I have on file on my computer about a dozen or so scholarly papers presenting ethnographies of illegal or ‘subsistence’ digging of archaeological sites. Many of the authors preface their research findings with an observation that by looking at diggers rather than at collectors they are breaking with convention and offering a new and radical perspective. In reality, there is no such convention and they are doing no such thing. I do not have any ethnographies of up-market collectors in their native habitats of Beverly Hills, Manhattan, Kensington, or wherever. Rich and powerful collectors are accustomed to protecting their privacy and are well able to do so. They are lawyered-up. Poor diggers on the ground are not so privileged and are in consequence more open to investigation by scholars – and by police.
I also have on file on my computer (and backed-up elsewhere) a series of e-mails dating to 2000 that seemingly details the planning and organization of a smuggling operation intended to move material from Middle Eastern countries through London and on to a wealthy private collector in the US. The network included a curator of a major museum acting in an advisory capacity. One operation involved the illegal export from Syria of an assemblage of Byzantine silver.

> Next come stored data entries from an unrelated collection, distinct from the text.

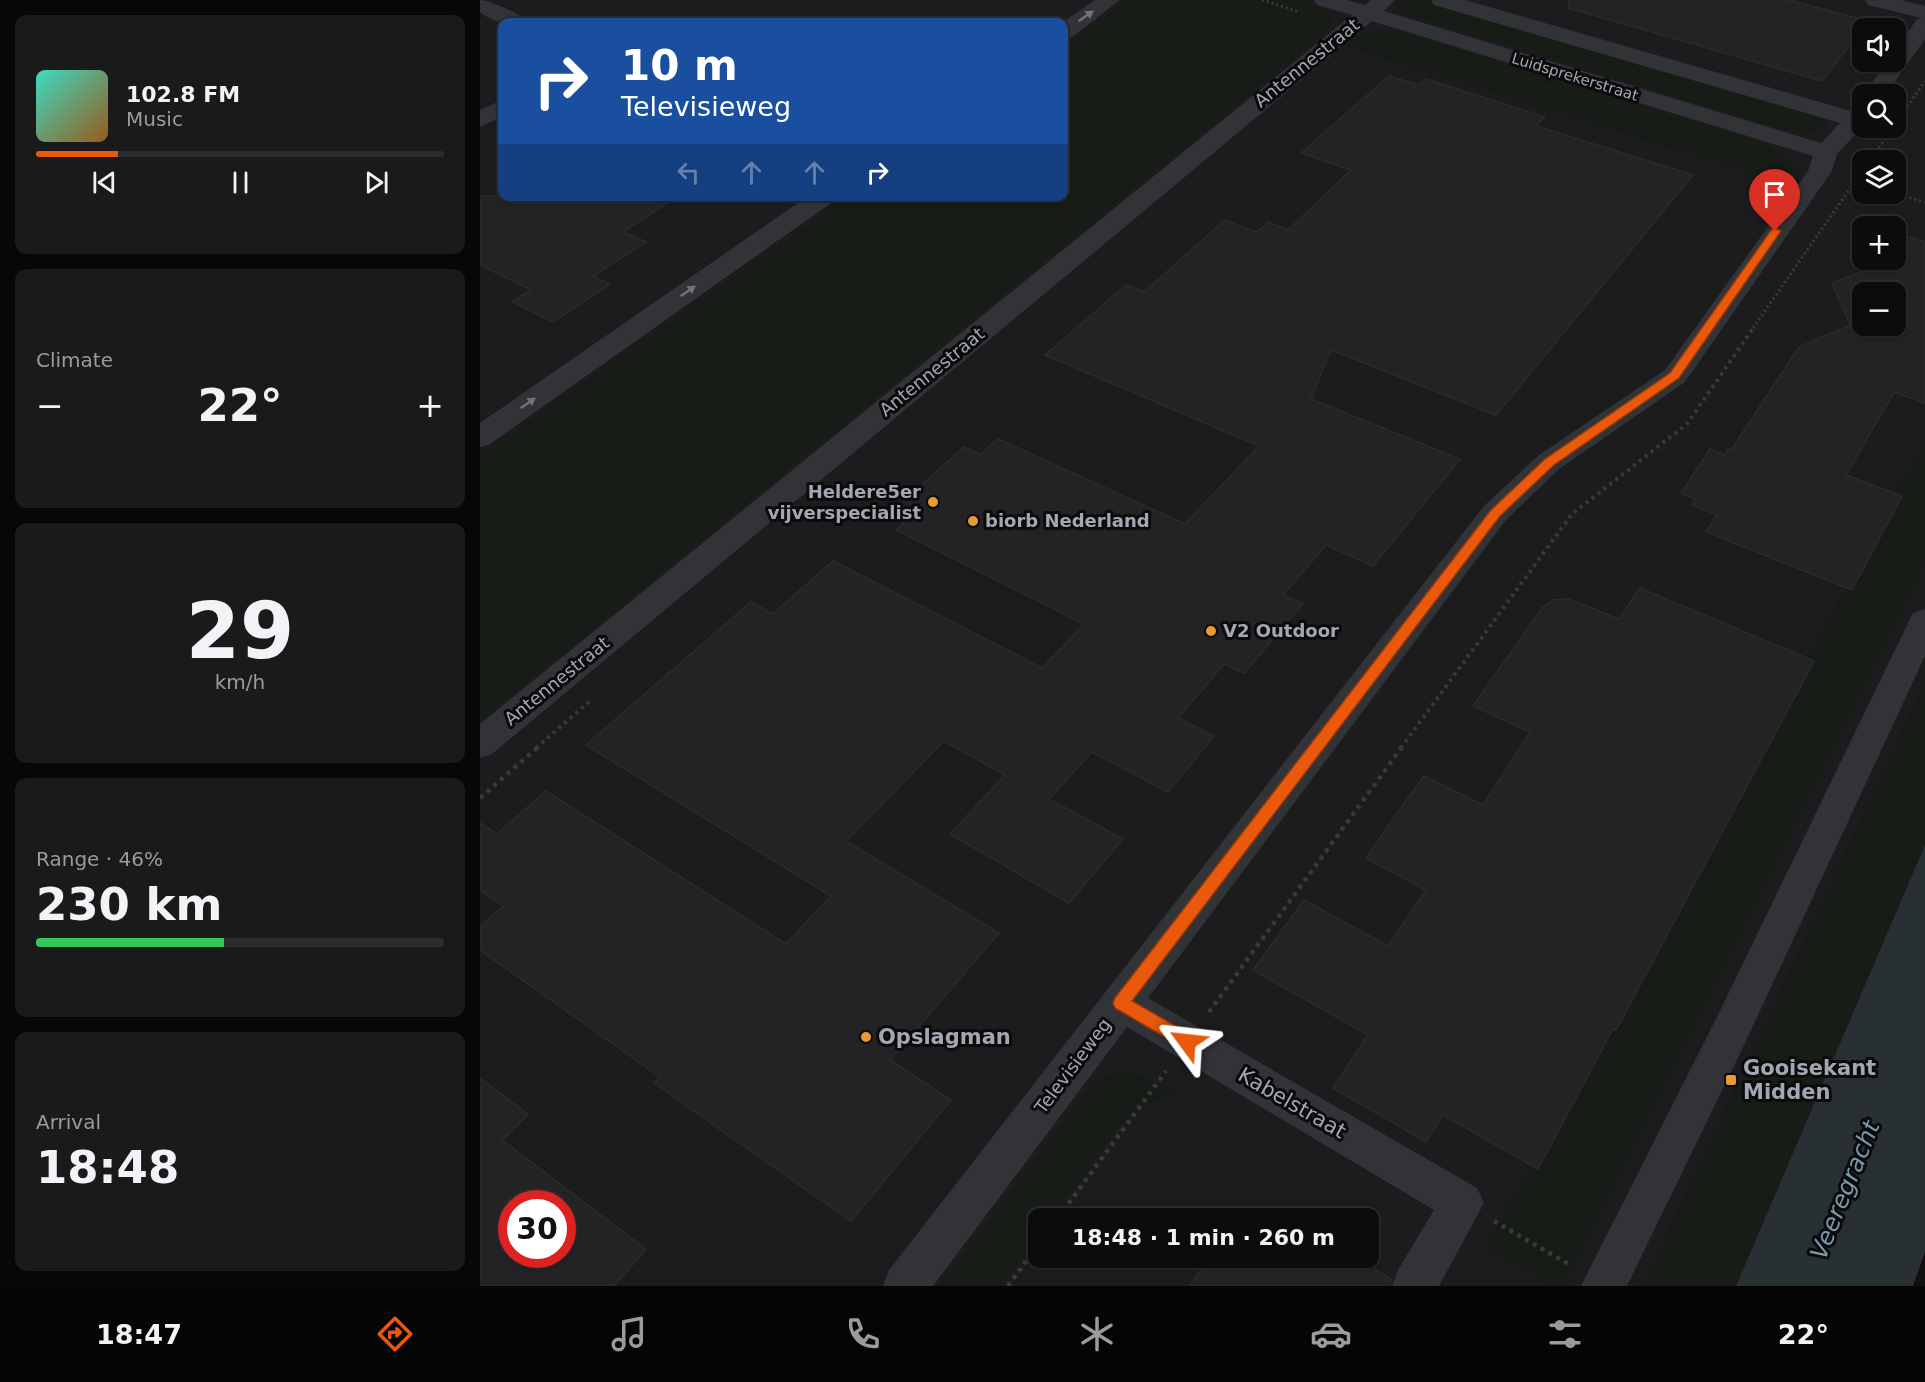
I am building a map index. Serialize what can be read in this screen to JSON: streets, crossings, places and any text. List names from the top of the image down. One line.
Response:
{"streets":{"street":["Antennestraat","Luidsprekerstraat","Televisieweg","Kabelstraat"]},"crossings":[["Antennestraat","Luidsprekerstraat"],["Luidsprekerstraat","Televisieweg"],["Televisieweg","Kabelstraat"]],"water":["Veeregracht"],"places":{"other":["Heldere5er vijverspecialist","biorb Nederland","V2 Outdoor","Opslagman"],"transit":["Gooisekant Midden"]},"page":{"map_buttons":["+","−"],"turn":["10 m","Televisieweg"],"song":["102.8 FM","Music"],"tile":["Climate",["29","km/h"],["Range · 46%","230 km"],["Arrival","18:48"]],"heat":["−","22°","+"],"limit":"30","trip":"18:48 · 1 min · 260 m","tabs":["18:47","22°"]}}
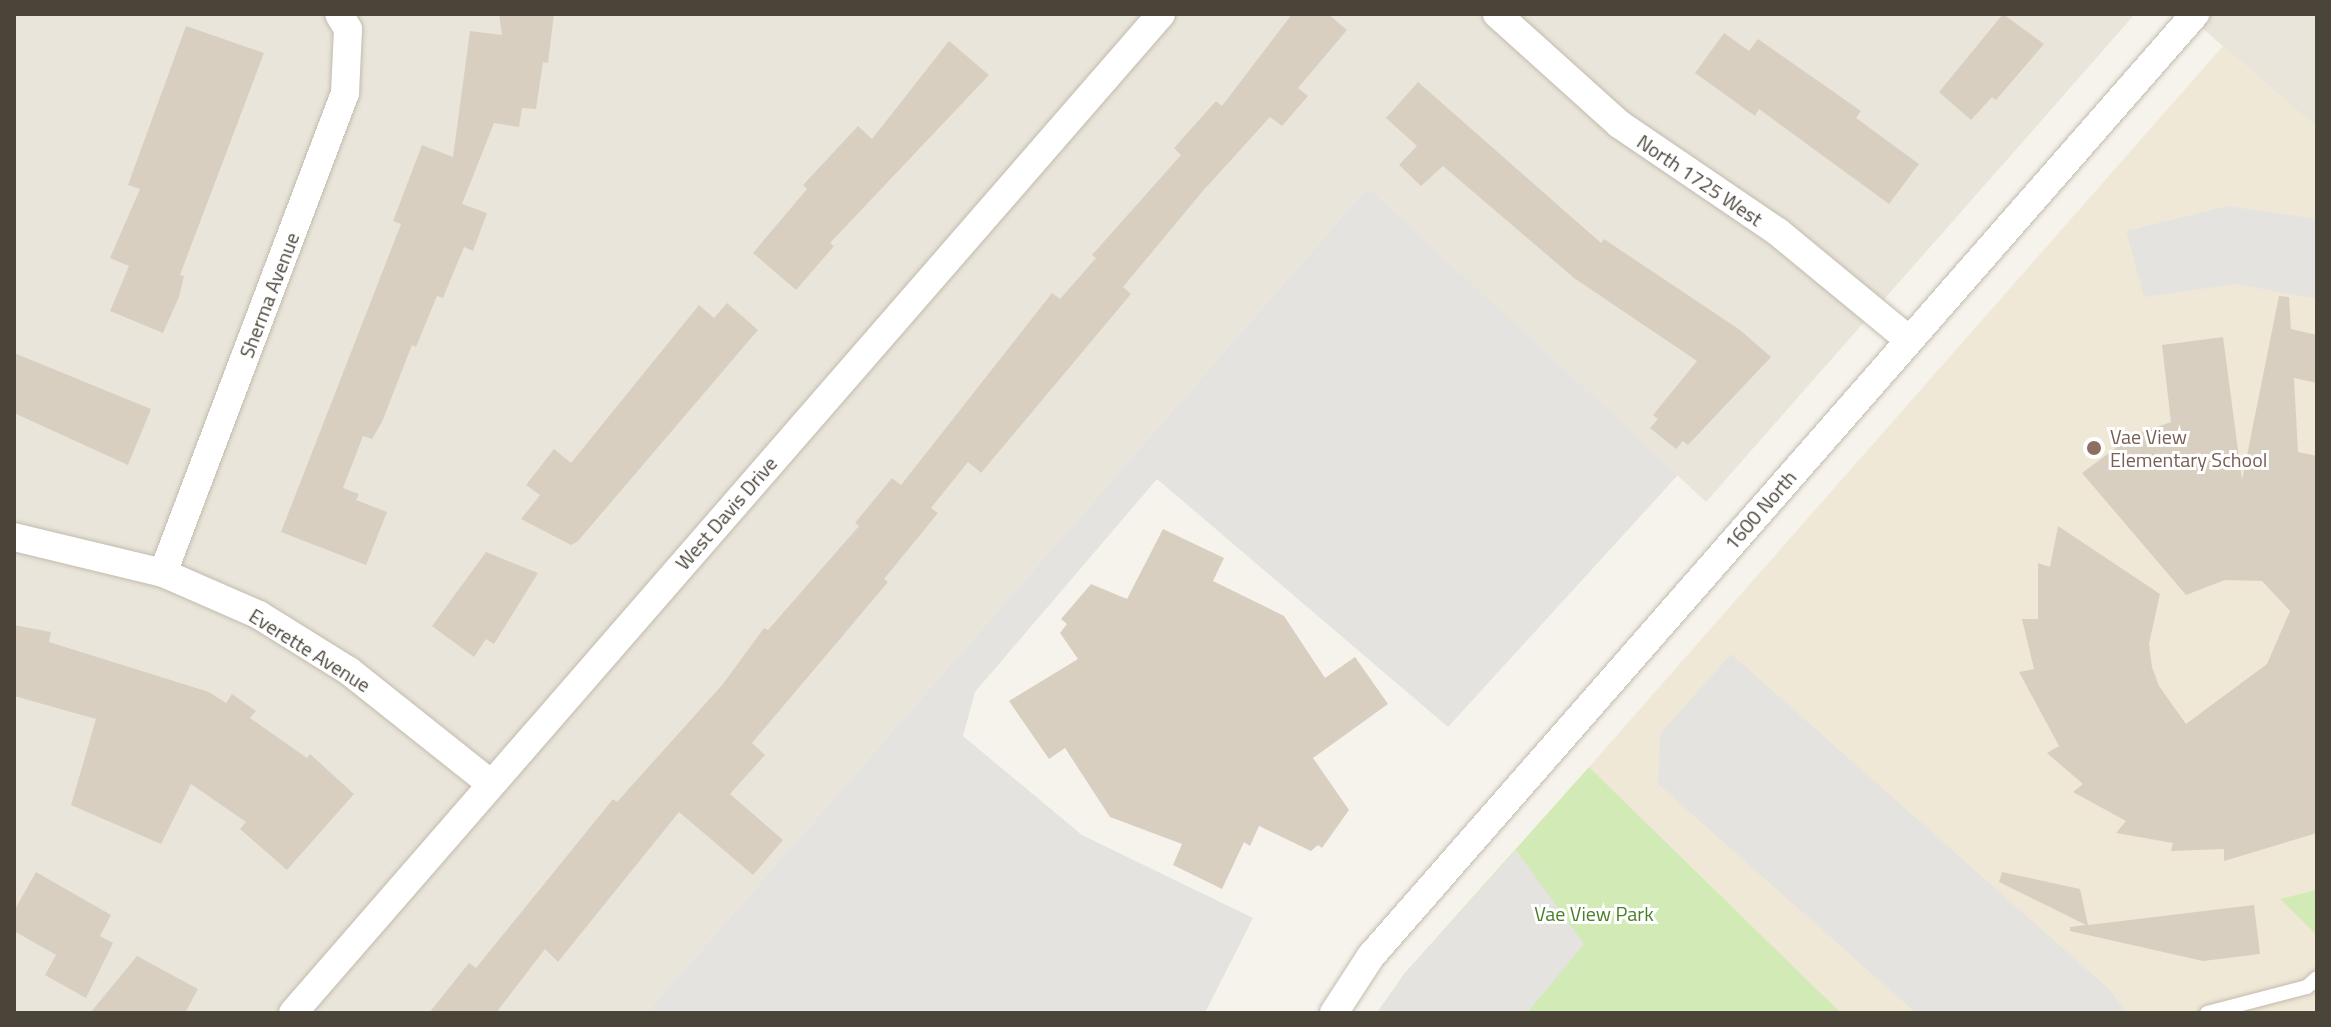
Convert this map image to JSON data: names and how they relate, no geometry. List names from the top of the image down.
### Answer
{
  "streets": {
    "street": [
      "North 1725 West",
      "Sherma Avenue",
      "1600 North",
      "West Davis Drive",
      "Everette Avenue"
    ]
  },
  "crossings": [
    ["North 1725 West", "1600 North"],
    ["Sherma Avenue", "Everette Avenue"],
    ["West Davis Drive", "Everette Avenue"]
  ],
  "parks": ["Vae View Park"],
  "places": ["Vae View Elementary School"]
}
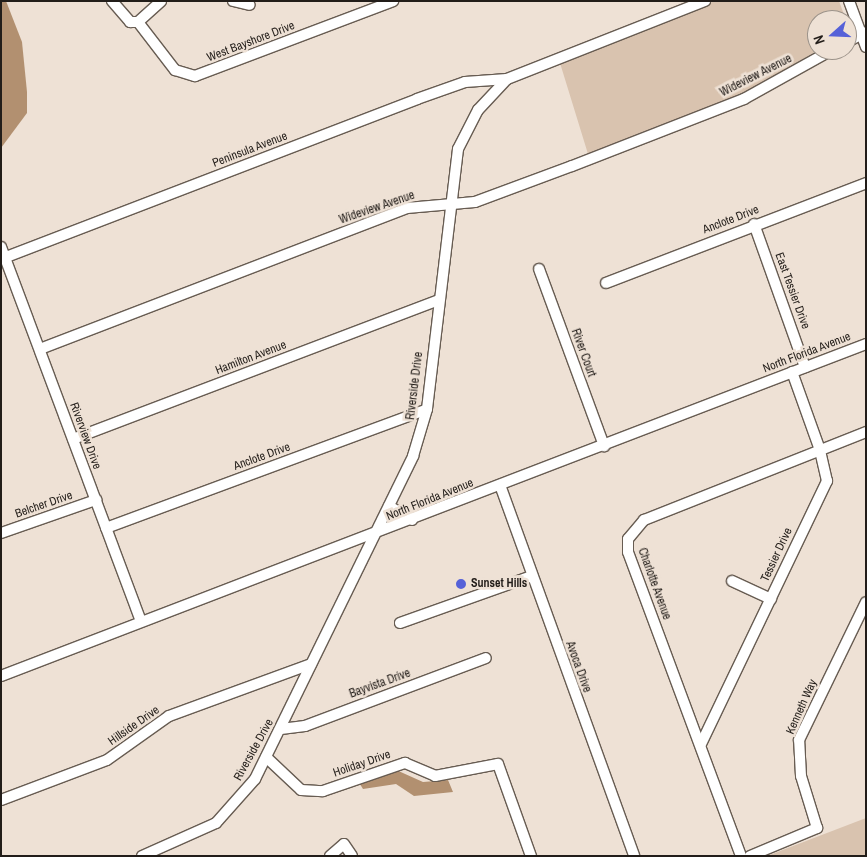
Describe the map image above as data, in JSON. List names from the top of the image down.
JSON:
{
  "streets": {
    "street": [
      "West Bayshore Drive",
      "Wideview Avenue",
      "Peninsula Avenue",
      "Anclote Drive",
      "East Tessier Drive",
      "River Court",
      "North Florida Avenue",
      "Hamilton Avenue",
      "Riverside Drive",
      "Riverview Drive",
      "Belcher Drive",
      "Tessier Drive",
      "Charlotte Avenue",
      "Avoca Drive",
      "Bayvista Drive",
      "Kenneth Way",
      "Hillside Drive",
      "Holiday Drive"
    ]
  },
  "crossings": [
    ["Wideview Avenue", "Riverside Drive"],
    ["Wideview Avenue", "Riverview Drive"],
    ["Peninsula Avenue", "Riverside Drive"],
    ["Peninsula Avenue", "Riverview Drive"],
    ["Anclote Drive", "East Tessier Drive"],
    ["Anclote Drive", "Riverside Drive"],
    ["Anclote Drive", "Riverview Drive"],
    ["East Tessier Drive", "North Florida Avenue"],
    ["River Court", "North Florida Avenue"],
    ["North Florida Avenue", "Riverside Drive"],
    ["North Florida Avenue", "Riverview Drive"],
    ["North Florida Avenue", "Tessier Drive"],
    ["North Florida Avenue", "Avoca Drive"],
    ["Hamilton Avenue", "Riverside Drive"],
    ["Hamilton Avenue", "Riverview Drive"],
    ["Riverside Drive", "Bayvista Drive"],
    ["Riverside Drive", "Hillside Drive"],
    ["Riverside Drive", "Holiday Drive"],
    ["Riverview Drive", "Belcher Drive"],
    ["Tessier Drive", "Charlotte Avenue"]
  ],
  "places": ["Sunset Hills"],
  "north": "left"
}
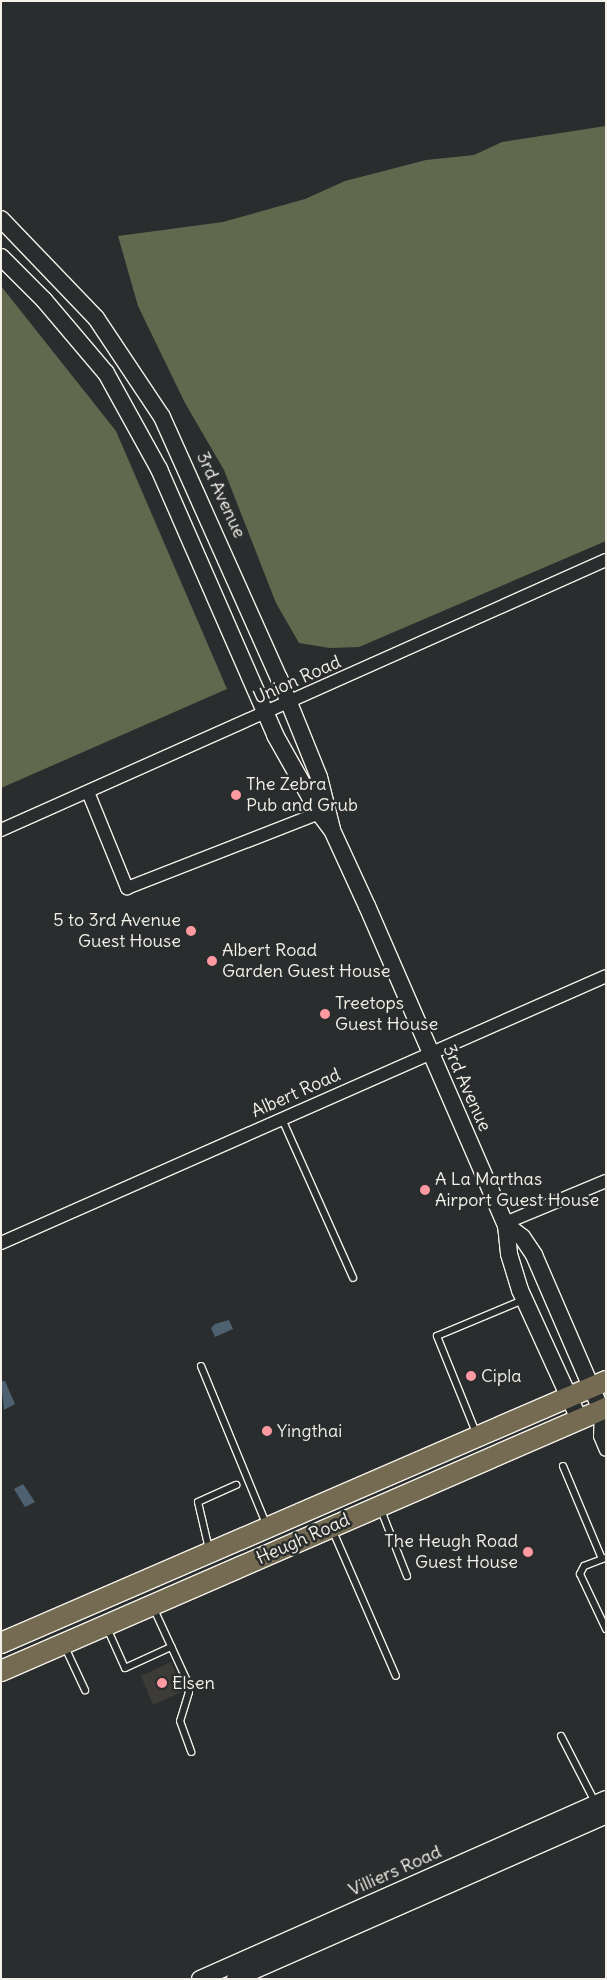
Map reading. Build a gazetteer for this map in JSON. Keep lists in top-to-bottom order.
{
  "streets": {
    "main road": ["Heugh Road"],
    "street": [
      "3rd Avenue",
      "Union Road",
      "Albert Road",
      "Villiers Road"
    ]
  },
  "crossings": [
    ["3rd Avenue", "Union Road"],
    ["3rd Avenue", "Albert Road"],
    ["3rd Avenue", "Heugh Road"]
  ],
  "places": [
    "The Zebra Pub and Grub",
    "5 to 3rd Avenue Guest House",
    "Albert Road Garden Guest House",
    "Treetops Guest House",
    "A La Marthas Airport Guest House",
    "Cipla",
    "Yingthai",
    "The Heugh Road Guest House",
    "Elsen"
  ]
}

In 2006, I decided to go public with this information and – foolishly as it turned out – contacted the US collector for comment. The reply when it arrived was from his lawyers threatening legal action. My publisher decided to drop the paper and I was none too keen myself to have the threat of a libel suit hanging over my head. So that was me – firmly silenced.
Still, going forward, who knows what might happen. I am currently revisiting this material and trying to work up a corroborating source. In the meantime, I will keep investigating diggers. Not because it is somehow radical or breaking with convention. It is not. It is simply the easier option.